[Stored data]
——————

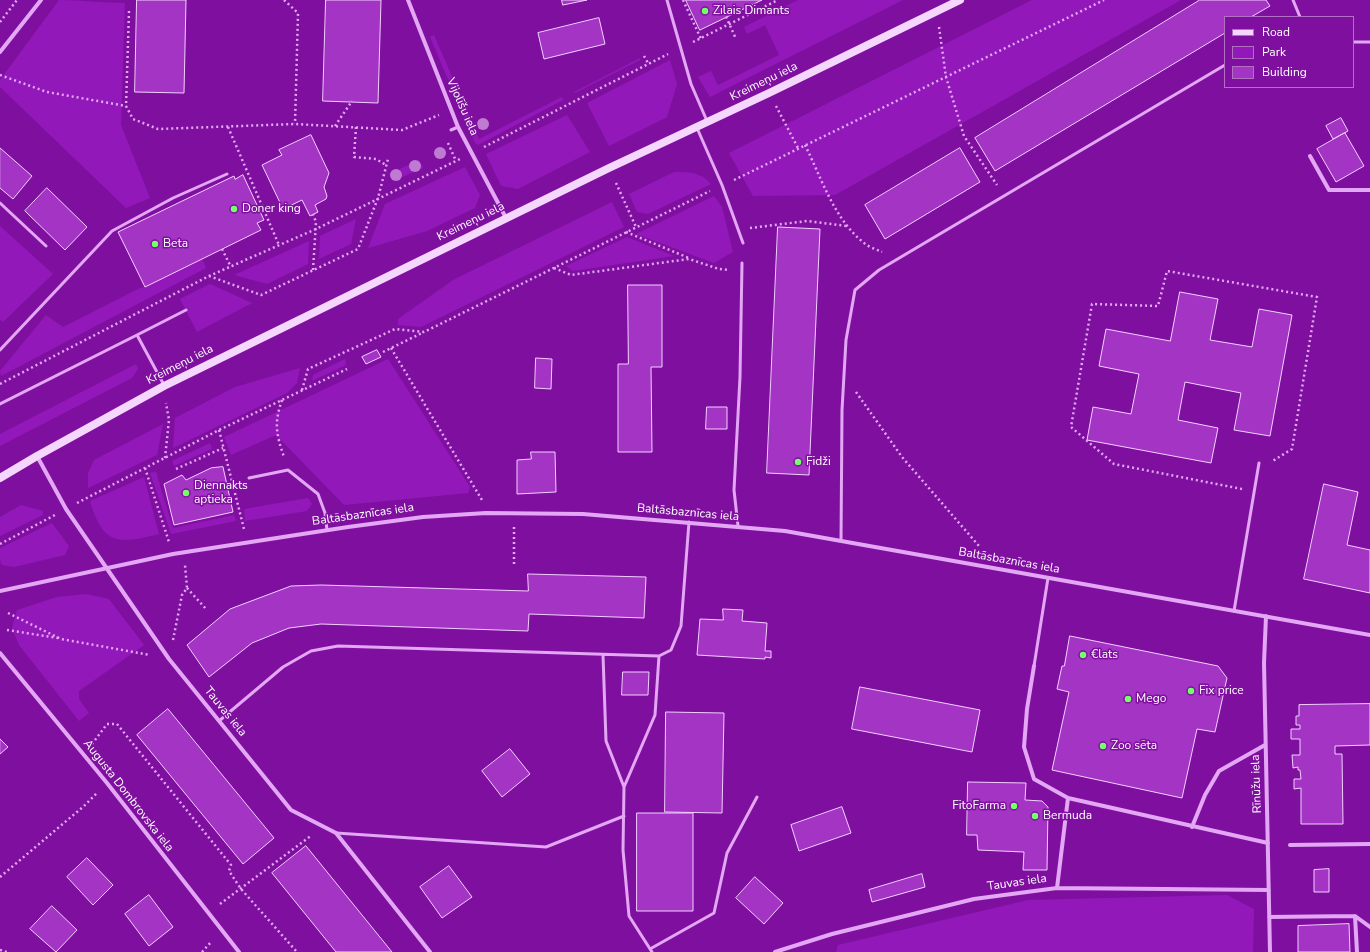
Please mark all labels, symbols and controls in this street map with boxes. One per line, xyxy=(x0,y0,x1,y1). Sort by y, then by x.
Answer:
place label: Zilais Dimants xyxy=(713,4,790,18)
marker: Zilais Dimants xyxy=(700,6,710,16)
legend xyxy=(1224,16,1354,88)
text: Road xyxy=(1262,24,1290,40)
text: Park xyxy=(1262,44,1286,60)
street label: Kreimeņu iela xyxy=(728,59,800,105)
text: Building xyxy=(1262,64,1307,80)
street label: Vijolīšu iela xyxy=(443,76,481,138)
street label: Kreimeņu iela xyxy=(435,199,507,245)
place label: Doner king xyxy=(242,202,301,216)
marker: Doner king xyxy=(229,204,239,214)
place label: Beta xyxy=(163,237,188,251)
marker: Beta xyxy=(150,239,160,249)
street label: Kreimeņu iela xyxy=(144,342,216,388)
place label: Fidži xyxy=(806,455,831,469)
marker: Fidži xyxy=(793,457,803,467)
place label: Diennakts aptieka xyxy=(194,479,248,507)
marker: Diennakts aptieka xyxy=(181,488,191,498)
street label: Baltāsbaznīcas iela xyxy=(311,501,415,529)
street label: Baltāsbaznīcas iela xyxy=(636,501,740,525)
street label: Baltāsbaznīcas iela xyxy=(957,545,1061,577)
place label: €lats xyxy=(1091,648,1118,662)
marker: €lats xyxy=(1078,650,1088,660)
street label: Tauvas iela xyxy=(201,684,249,740)
place label: Fix price xyxy=(1199,684,1244,698)
marker: Fix price xyxy=(1186,686,1196,696)
place label: Mego xyxy=(1136,692,1166,706)
marker: Mego xyxy=(1123,694,1133,704)
street label: Augusta Dombrovska iela xyxy=(80,737,176,855)
place label: Zoo sēta xyxy=(1111,739,1157,753)
marker: Zoo sēta xyxy=(1098,741,1108,751)
street label: Rīnūžu iela xyxy=(1249,754,1265,814)
place label: FitoFarma xyxy=(952,799,1006,813)
marker: FitoFarma xyxy=(1009,801,1019,811)
place label: Bermuda xyxy=(1043,809,1092,823)
marker: Bermuda xyxy=(1030,811,1040,821)
street label: Tauvas iela xyxy=(986,872,1048,894)

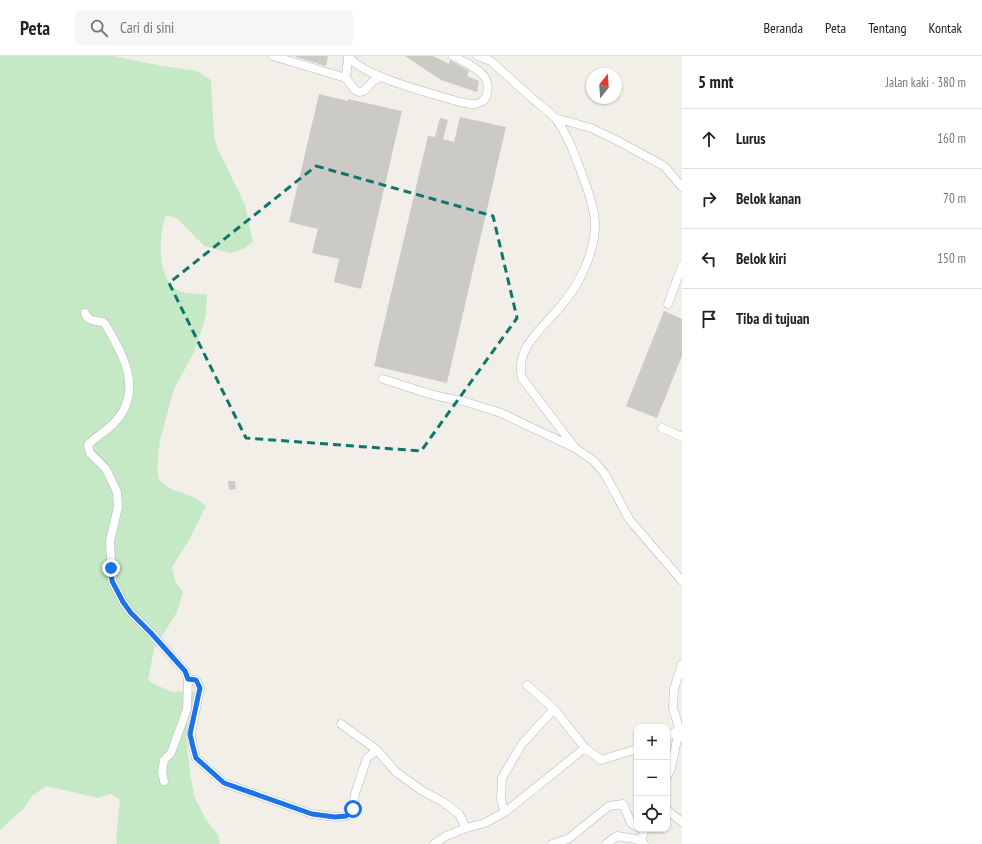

——————

▸ Problem to work on:
Search the data above for lines holding "lats" and copy each of them.

▸ Problem solution:
place label: €lats xyxy=(1091,648,1118,662)
marker: €lats xyxy=(1078,650,1088,660)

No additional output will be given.